§ **WHAT YOU ARE ASKED TO DO**: Which lines below contain "fractalNoise"? Pull them out.

Dataset entries:

- - - - -

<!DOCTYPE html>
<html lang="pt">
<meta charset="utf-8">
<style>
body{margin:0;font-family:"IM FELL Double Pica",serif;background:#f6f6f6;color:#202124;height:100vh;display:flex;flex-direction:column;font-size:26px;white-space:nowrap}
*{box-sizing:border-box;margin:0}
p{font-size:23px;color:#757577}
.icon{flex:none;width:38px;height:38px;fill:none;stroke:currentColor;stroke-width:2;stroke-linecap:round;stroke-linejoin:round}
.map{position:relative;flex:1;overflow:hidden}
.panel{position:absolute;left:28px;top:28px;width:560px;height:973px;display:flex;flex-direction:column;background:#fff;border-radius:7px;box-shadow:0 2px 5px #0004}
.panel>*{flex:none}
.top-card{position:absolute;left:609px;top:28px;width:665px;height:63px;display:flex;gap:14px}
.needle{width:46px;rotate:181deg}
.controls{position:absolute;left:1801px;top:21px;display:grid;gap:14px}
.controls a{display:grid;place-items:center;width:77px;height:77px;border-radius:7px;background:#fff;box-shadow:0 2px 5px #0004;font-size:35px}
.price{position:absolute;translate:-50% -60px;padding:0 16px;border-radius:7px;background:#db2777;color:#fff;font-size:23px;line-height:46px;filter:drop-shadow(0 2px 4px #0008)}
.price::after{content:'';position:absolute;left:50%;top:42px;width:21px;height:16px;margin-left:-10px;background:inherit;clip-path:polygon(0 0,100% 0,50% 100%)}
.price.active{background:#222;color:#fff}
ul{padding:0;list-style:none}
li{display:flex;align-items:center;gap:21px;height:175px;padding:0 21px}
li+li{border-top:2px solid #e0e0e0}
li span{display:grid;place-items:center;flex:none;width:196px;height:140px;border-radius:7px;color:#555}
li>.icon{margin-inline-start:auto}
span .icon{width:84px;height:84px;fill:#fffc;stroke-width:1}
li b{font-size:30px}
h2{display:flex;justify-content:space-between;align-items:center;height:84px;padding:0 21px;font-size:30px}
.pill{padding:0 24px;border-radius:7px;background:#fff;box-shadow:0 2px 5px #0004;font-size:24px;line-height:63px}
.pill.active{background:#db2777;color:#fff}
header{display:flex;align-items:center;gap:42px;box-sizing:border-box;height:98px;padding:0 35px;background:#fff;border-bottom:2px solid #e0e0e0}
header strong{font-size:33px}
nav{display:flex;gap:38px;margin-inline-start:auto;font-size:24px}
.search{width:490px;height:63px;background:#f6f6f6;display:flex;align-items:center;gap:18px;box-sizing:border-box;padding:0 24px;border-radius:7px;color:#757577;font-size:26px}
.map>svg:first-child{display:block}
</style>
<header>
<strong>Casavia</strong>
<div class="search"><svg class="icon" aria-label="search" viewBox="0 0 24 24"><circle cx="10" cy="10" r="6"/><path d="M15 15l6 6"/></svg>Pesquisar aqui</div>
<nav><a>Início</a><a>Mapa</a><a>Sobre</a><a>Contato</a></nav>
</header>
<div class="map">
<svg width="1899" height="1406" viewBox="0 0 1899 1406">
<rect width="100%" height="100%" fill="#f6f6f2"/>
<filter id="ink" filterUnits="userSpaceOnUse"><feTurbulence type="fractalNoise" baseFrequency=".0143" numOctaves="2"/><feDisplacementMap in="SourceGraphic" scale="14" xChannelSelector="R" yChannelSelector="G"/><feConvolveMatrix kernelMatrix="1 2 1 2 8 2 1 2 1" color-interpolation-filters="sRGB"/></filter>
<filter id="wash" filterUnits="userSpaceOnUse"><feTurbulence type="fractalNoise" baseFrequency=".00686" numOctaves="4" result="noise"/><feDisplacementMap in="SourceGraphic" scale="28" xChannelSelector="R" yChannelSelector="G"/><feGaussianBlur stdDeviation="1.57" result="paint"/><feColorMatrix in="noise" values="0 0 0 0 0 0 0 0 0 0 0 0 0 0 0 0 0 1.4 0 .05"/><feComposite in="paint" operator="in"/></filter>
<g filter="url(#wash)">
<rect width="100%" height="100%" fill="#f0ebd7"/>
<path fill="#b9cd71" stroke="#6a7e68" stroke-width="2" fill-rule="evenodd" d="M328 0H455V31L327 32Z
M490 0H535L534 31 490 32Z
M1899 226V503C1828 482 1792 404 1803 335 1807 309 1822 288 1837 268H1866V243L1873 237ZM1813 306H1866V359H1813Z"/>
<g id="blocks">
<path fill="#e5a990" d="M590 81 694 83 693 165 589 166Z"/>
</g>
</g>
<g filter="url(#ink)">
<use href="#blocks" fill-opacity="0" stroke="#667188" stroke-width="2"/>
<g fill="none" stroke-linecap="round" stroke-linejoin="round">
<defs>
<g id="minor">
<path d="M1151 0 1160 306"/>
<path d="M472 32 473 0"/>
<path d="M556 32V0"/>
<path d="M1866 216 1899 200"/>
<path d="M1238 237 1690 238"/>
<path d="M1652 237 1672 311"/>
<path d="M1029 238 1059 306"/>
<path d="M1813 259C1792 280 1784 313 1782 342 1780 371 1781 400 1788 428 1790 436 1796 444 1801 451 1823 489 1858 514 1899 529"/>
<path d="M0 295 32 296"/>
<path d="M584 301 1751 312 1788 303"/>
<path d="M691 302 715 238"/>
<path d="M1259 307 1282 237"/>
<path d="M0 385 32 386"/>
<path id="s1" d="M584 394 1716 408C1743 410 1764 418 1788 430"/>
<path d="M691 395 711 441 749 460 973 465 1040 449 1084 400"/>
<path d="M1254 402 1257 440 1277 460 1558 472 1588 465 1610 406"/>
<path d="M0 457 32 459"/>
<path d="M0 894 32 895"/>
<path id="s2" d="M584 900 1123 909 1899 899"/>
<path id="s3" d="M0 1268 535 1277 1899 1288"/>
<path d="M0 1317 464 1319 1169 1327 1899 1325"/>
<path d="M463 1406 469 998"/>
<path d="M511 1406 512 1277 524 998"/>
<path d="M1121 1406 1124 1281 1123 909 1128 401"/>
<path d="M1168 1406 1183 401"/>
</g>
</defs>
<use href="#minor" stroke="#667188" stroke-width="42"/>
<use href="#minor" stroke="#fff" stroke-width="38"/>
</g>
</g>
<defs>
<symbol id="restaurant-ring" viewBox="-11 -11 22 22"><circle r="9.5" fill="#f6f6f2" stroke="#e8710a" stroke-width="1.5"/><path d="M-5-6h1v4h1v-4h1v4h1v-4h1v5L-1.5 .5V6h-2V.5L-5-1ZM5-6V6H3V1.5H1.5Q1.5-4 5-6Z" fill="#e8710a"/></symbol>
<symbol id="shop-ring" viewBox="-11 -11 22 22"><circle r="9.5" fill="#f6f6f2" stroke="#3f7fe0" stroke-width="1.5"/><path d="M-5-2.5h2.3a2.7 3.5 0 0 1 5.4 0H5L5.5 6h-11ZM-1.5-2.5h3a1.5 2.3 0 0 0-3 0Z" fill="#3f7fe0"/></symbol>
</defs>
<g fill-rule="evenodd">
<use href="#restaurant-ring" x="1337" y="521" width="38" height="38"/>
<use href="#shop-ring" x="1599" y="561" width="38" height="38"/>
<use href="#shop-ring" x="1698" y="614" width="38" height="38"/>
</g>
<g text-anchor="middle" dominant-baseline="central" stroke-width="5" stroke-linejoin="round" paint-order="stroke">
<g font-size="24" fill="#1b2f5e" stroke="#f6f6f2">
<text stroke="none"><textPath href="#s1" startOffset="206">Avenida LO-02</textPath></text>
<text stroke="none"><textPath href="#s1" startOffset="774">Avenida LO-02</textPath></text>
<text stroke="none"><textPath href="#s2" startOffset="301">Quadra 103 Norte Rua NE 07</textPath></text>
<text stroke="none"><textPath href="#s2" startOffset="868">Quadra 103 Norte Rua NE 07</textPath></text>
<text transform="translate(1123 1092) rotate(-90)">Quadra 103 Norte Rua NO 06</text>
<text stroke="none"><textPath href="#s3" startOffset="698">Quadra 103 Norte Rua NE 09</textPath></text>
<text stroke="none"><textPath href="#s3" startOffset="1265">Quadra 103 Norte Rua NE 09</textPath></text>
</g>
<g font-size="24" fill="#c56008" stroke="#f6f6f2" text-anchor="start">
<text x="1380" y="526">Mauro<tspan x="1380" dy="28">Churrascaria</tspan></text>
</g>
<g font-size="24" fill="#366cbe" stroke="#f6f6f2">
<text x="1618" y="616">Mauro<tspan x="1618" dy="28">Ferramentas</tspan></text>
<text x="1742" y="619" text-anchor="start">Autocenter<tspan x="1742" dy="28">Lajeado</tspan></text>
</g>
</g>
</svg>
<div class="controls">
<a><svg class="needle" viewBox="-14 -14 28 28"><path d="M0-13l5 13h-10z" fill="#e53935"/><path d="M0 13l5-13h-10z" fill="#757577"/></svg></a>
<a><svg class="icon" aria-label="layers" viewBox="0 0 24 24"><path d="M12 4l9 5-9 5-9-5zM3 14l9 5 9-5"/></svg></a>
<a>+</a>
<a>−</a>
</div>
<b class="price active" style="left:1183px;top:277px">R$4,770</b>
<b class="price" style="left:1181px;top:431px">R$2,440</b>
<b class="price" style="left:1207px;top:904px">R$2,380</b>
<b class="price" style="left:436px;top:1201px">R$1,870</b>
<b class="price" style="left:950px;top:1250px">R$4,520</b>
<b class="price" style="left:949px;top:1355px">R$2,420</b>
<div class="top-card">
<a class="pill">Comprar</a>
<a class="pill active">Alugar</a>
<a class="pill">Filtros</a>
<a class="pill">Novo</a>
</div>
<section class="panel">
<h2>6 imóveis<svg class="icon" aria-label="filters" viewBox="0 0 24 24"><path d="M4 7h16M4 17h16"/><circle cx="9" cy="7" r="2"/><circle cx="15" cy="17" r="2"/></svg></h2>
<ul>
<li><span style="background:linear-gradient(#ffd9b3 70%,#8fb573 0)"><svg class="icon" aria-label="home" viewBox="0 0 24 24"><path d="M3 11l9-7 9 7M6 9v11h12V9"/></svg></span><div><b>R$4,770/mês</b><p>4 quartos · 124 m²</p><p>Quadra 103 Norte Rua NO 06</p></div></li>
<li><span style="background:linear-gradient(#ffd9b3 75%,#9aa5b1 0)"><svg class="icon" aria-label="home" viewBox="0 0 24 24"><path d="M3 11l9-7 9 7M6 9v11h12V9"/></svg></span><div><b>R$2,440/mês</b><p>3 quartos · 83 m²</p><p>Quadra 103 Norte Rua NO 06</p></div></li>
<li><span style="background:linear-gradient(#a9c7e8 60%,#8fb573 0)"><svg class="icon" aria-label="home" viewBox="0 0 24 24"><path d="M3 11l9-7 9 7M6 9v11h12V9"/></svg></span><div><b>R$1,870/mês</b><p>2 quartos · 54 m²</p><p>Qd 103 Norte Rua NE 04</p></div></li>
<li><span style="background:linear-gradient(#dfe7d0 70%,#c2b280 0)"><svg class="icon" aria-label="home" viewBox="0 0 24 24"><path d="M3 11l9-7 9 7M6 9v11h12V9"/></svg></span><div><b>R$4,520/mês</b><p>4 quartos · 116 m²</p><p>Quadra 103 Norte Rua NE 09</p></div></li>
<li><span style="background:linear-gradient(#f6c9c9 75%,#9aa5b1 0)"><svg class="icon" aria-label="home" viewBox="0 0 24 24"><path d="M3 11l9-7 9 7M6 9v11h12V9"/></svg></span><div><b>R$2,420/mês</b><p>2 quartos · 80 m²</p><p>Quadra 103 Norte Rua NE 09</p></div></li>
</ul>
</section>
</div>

- - - - -

§ **RESPONSE AREA**:
<filter id="ink" filterUnits="userSpaceOnUse"><feTurbulence type="fractalNoise" baseFrequency=".0143" numOctaves="2"/><feDisplacementMap in="SourceGraphic" scale="14" xChannelSelector="R" yChannelSelector="G"/><feConvolveMatrix kernelMatrix="1 2 1 2 8 2 1 2 1" color-interpolation-filters="sRGB"/></filter>
<filter id="wash" filterUnits="userSpaceOnUse"><feTurbulence type="fractalNoise" baseFrequency=".00686" numOctaves="4" result="noise"/><feDisplacementMap in="SourceGraphic" scale="28" xChannelSelector="R" yChannelSelector="G"/><feGaussianBlur stdDeviation="1.57" result="paint"/><feColorMatrix in="noise" values="0 0 0 0 0 0 0 0 0 0 0 0 0 0 0 0 0 1.4 0 .05"/><feComposite in="paint" operator="in"/></filter>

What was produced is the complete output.